[The following statement was issued by Right To Dignity on 31 August 2012.]
We all know that the duty of the state is to achieve the greatest facilities for the convenience of citizens of both sexes and of all ages. This includes the state’s duty to protect them and ensure their rights in order that the people in turn build a society. This duty is recognized by our government and taken as one of the cornerstones upon which the state based its Basic Law of Governance decreed by King Fahad in 1992. Article VIII of The Basic Law states that governance in the Kingdom of Saudi Arabia is based on justice, consultation, and equality in accordance to Islamic law. Unfortunately, our government has contradicted its own Basic Law of Governance.
The State discrimination is based on gender so that men are granted the right to freedom of movement and even adolescents and children driving is tolerated while women are strictly prohibited. This is unjust. This is also not complying with the Basic Law of governance of the country since, instead of basing it on consultation, the ban was issued on the basis of the views of a limited number of men with the exclusion of women. This despite the fact that it was made official only after a group of women protested the ban. That group of women who protested is much larger than the number of men consulted when issuing the ban. God did not distinguish between male and female, when he said in the Holy Quran: “And (He has created) horses, mules and donkeys, for you to ride and as an adornment. And He creates (other) things of which you have no knowledge.” This is the text that many Islamic scholars depend on to legalize driving, but the state and the religious establishment has ignored God’s decree of equality and decided to take the opinion of jurisprudential evidence as legitimately stronger and more important than God’s own words to justify discriminating against women and preventing them from the right to acquiring a license permit to drive. This right to a license permit is stated indiscriminately in the traffic law. Thus the ban and the religious misinterpretation on which it is based cause damage to millions of women based on assumptions and scenarios of a few that have no basis in reality.
As a result of this, religion has become a hardship on women. Saudi women now have the duty towards religion, country, and society to carry the culpability and the hardship of not practicing their legitimate right. If any woman takes it upon herself to try to ease this hardship by publicly calling for a lift of the ban or by getting behind the wheel, her patriotism and honor are immediately questioned and she is publicly accused of being corrupt and thereby corrupting society. All this while the government stands by and offers her no protection.

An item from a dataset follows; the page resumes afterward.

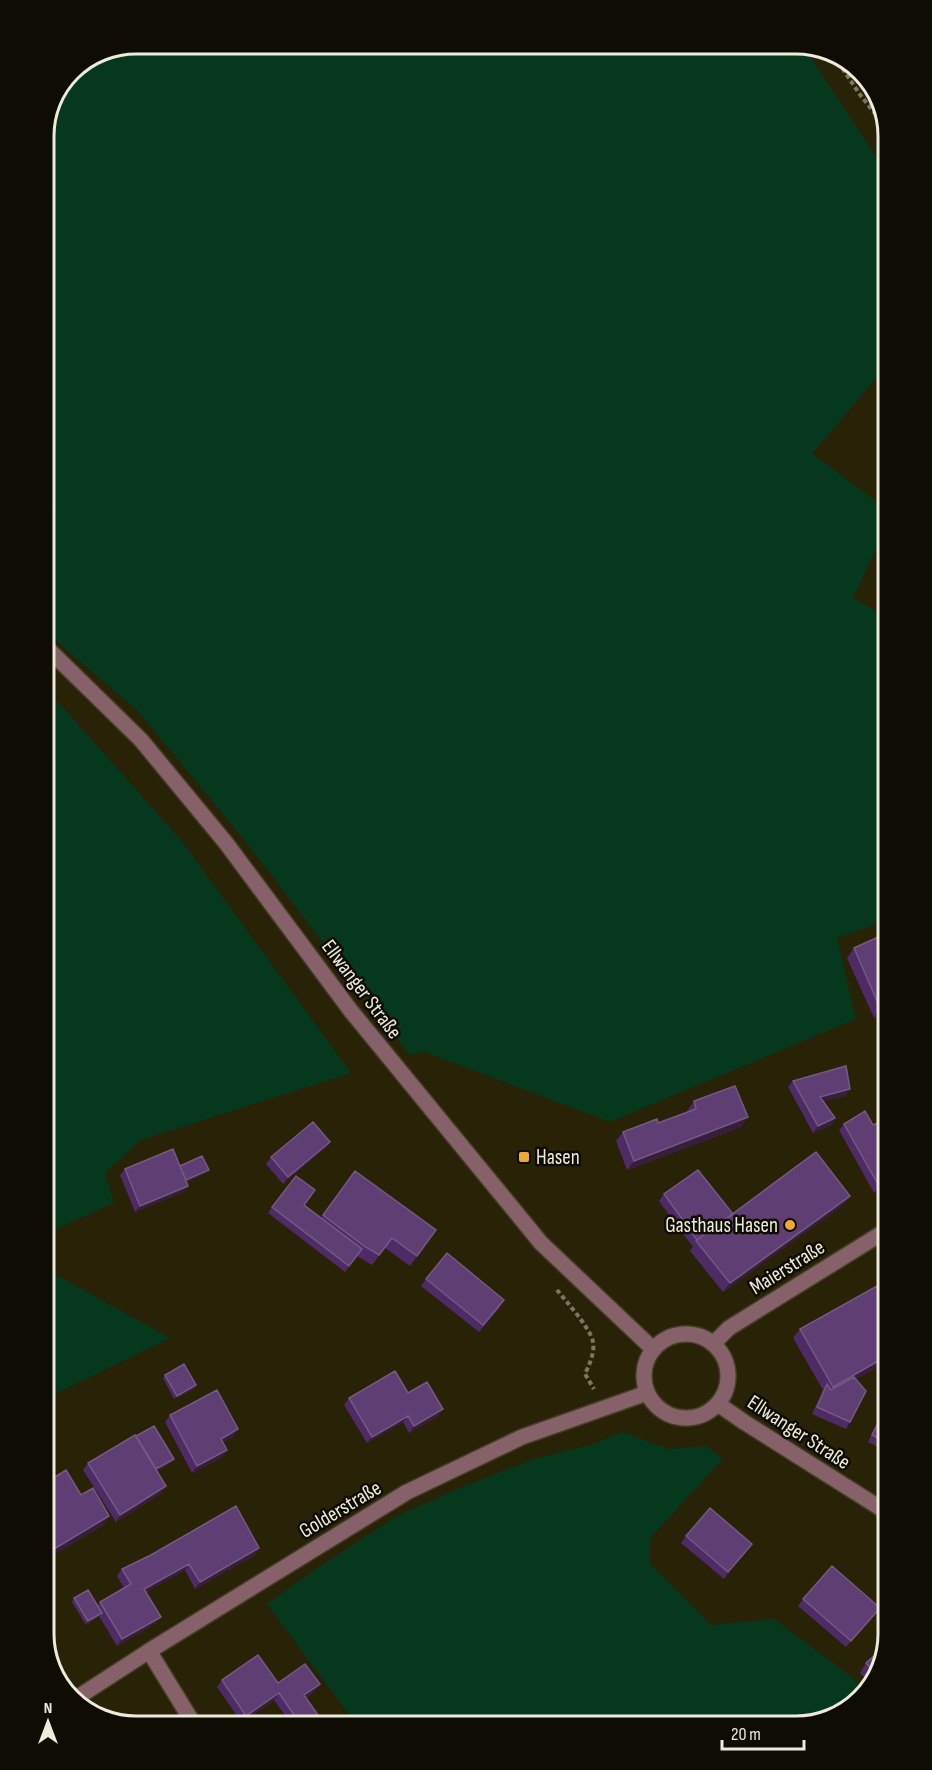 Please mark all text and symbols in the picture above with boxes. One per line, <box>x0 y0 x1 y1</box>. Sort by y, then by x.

We women are fully aware that society will not advance unless its advancement is with our support, our efforts, our productivity, and with us. However this has become virtually impossible due to the overwhelming financial burden and emotional stress that we are forced to undertake just to have access to transportation and the ability to run our own errands within our homeland. The presence of two million legal and illegalmigrant male drivers that exploit the needs of women to bleed them financially of money that is betterspent on these women themselves and their families is unexplainable and religiously, socially and humanely un acceptable.

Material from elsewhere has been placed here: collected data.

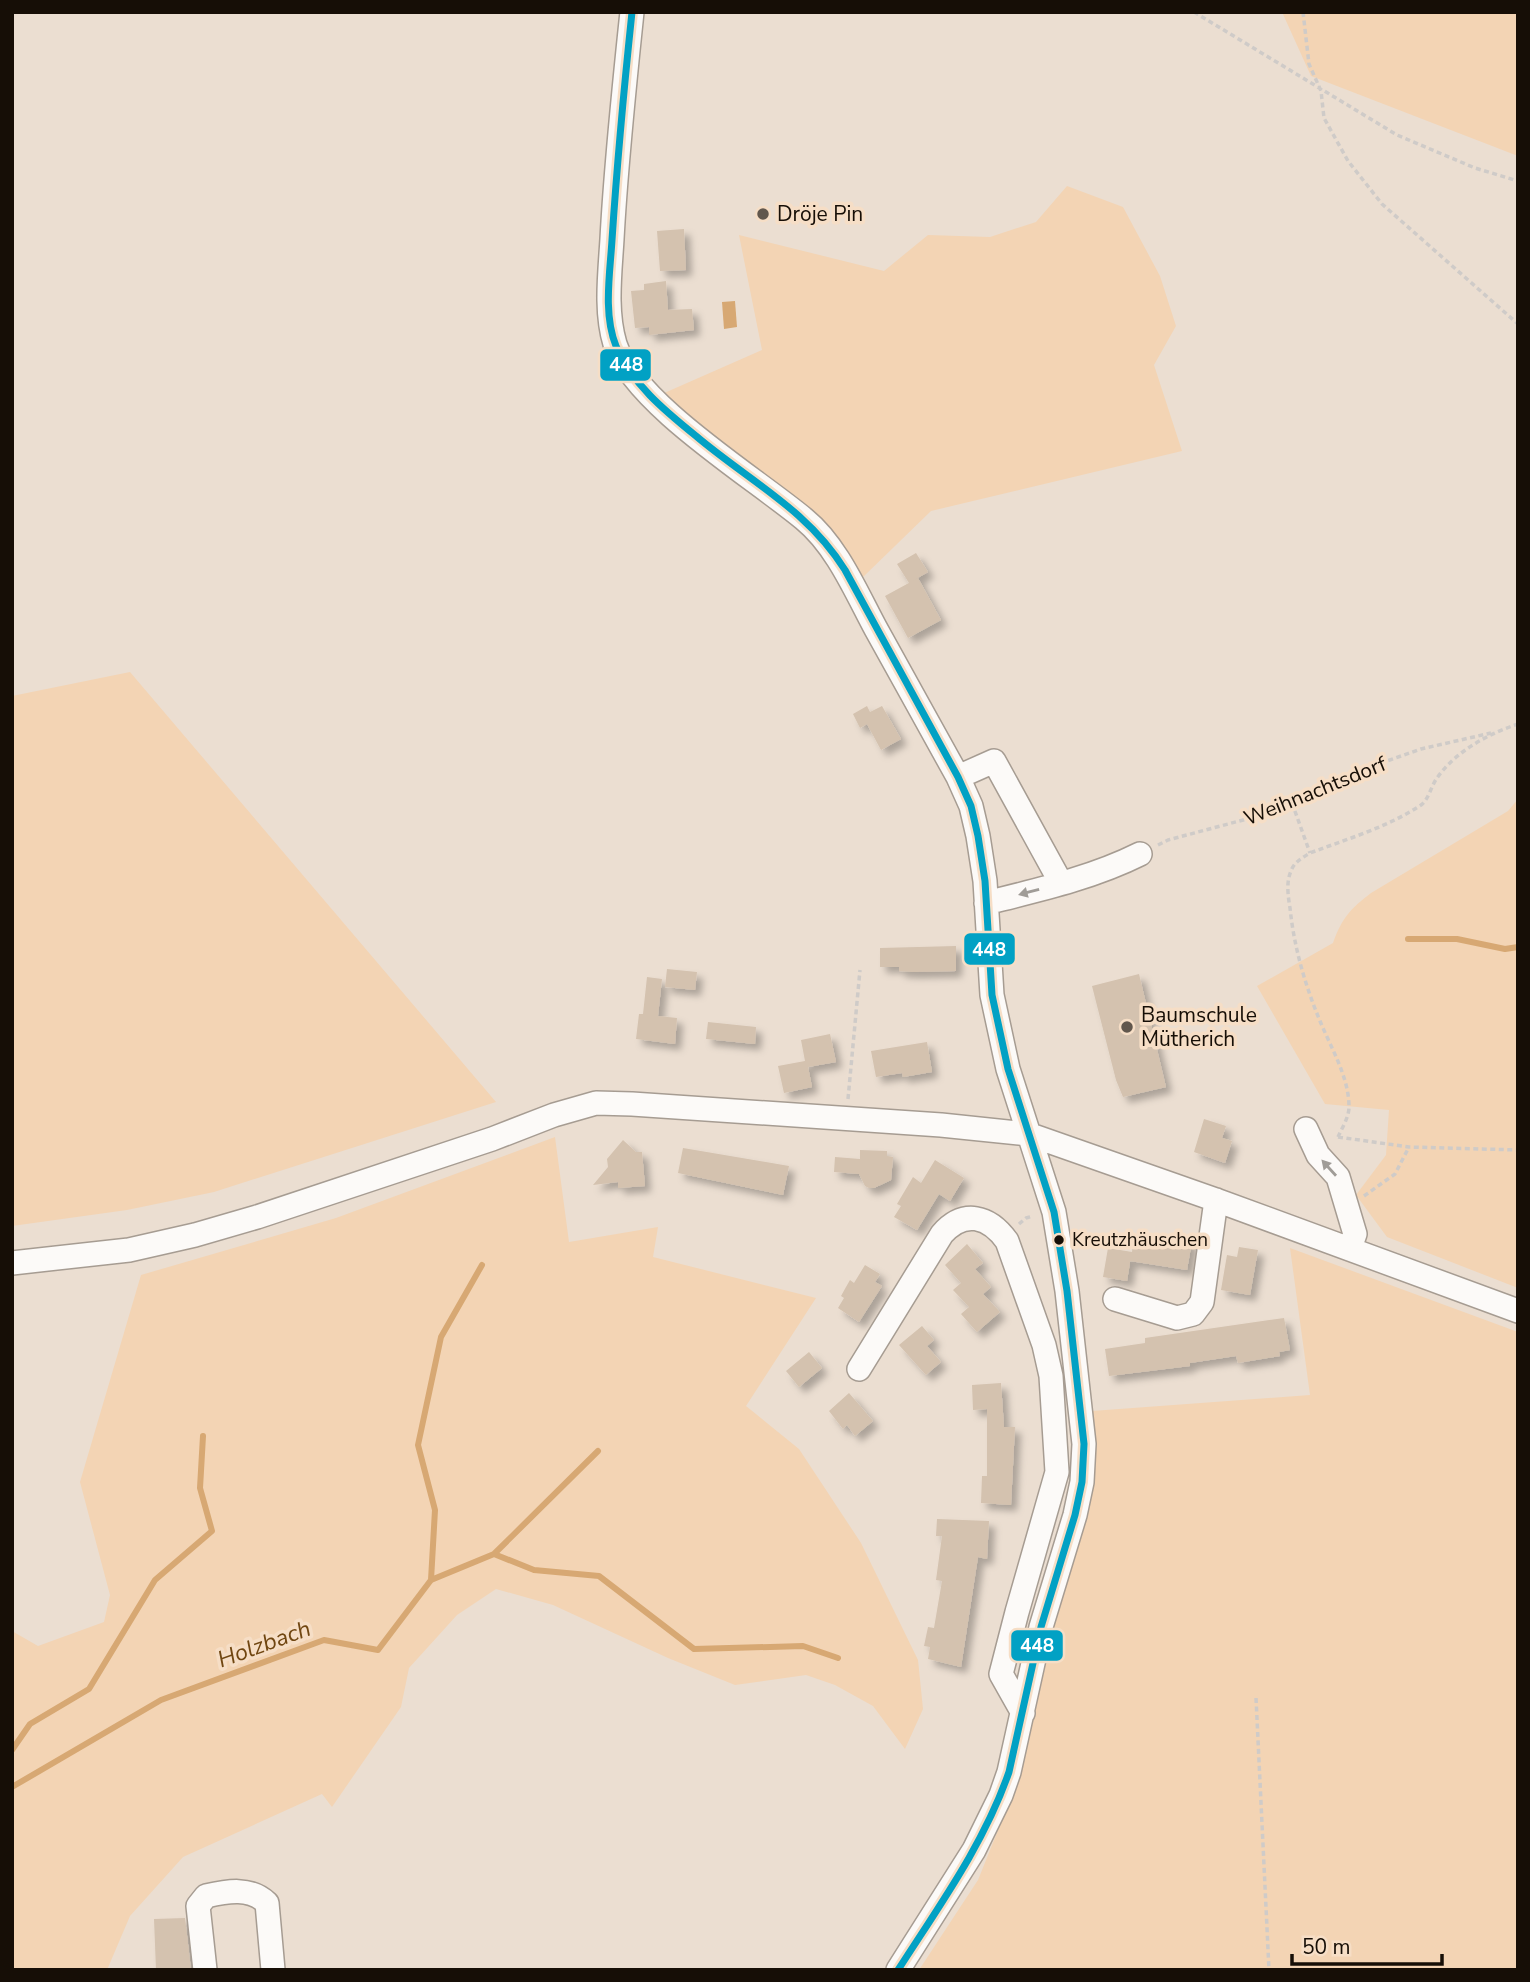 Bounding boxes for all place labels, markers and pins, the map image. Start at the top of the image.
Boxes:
place label: Dröje Pin [777,200,863,228]
marker: Dröje Pin [755,206,771,222]
place label: Baumschule Mütherich [1141,1001,1257,1053]
marker: Baumschule Mütherich [1119,1019,1135,1035]
place label: Kreutzhäuschen [1072,1227,1208,1253]
marker: Kreutzhäuschen [1052,1233,1066,1247]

We are not asking for the impossible. All we want from the state is to stop issuing unfulfilled promises and conflicting internal and international statements about the ban on women driving. We want the state to begin to lift this injustice by issuing a decree to allow women who want to drive, to do so. Those women who do not want to drive are not forced to. Since the rights of citizens is guaranteed by Article VIII of the Basic Law of Governance adopted by the state and on which our government is founded, we hereby will exercise this right and the state has to support us and provide us with protective laws to practice it safely.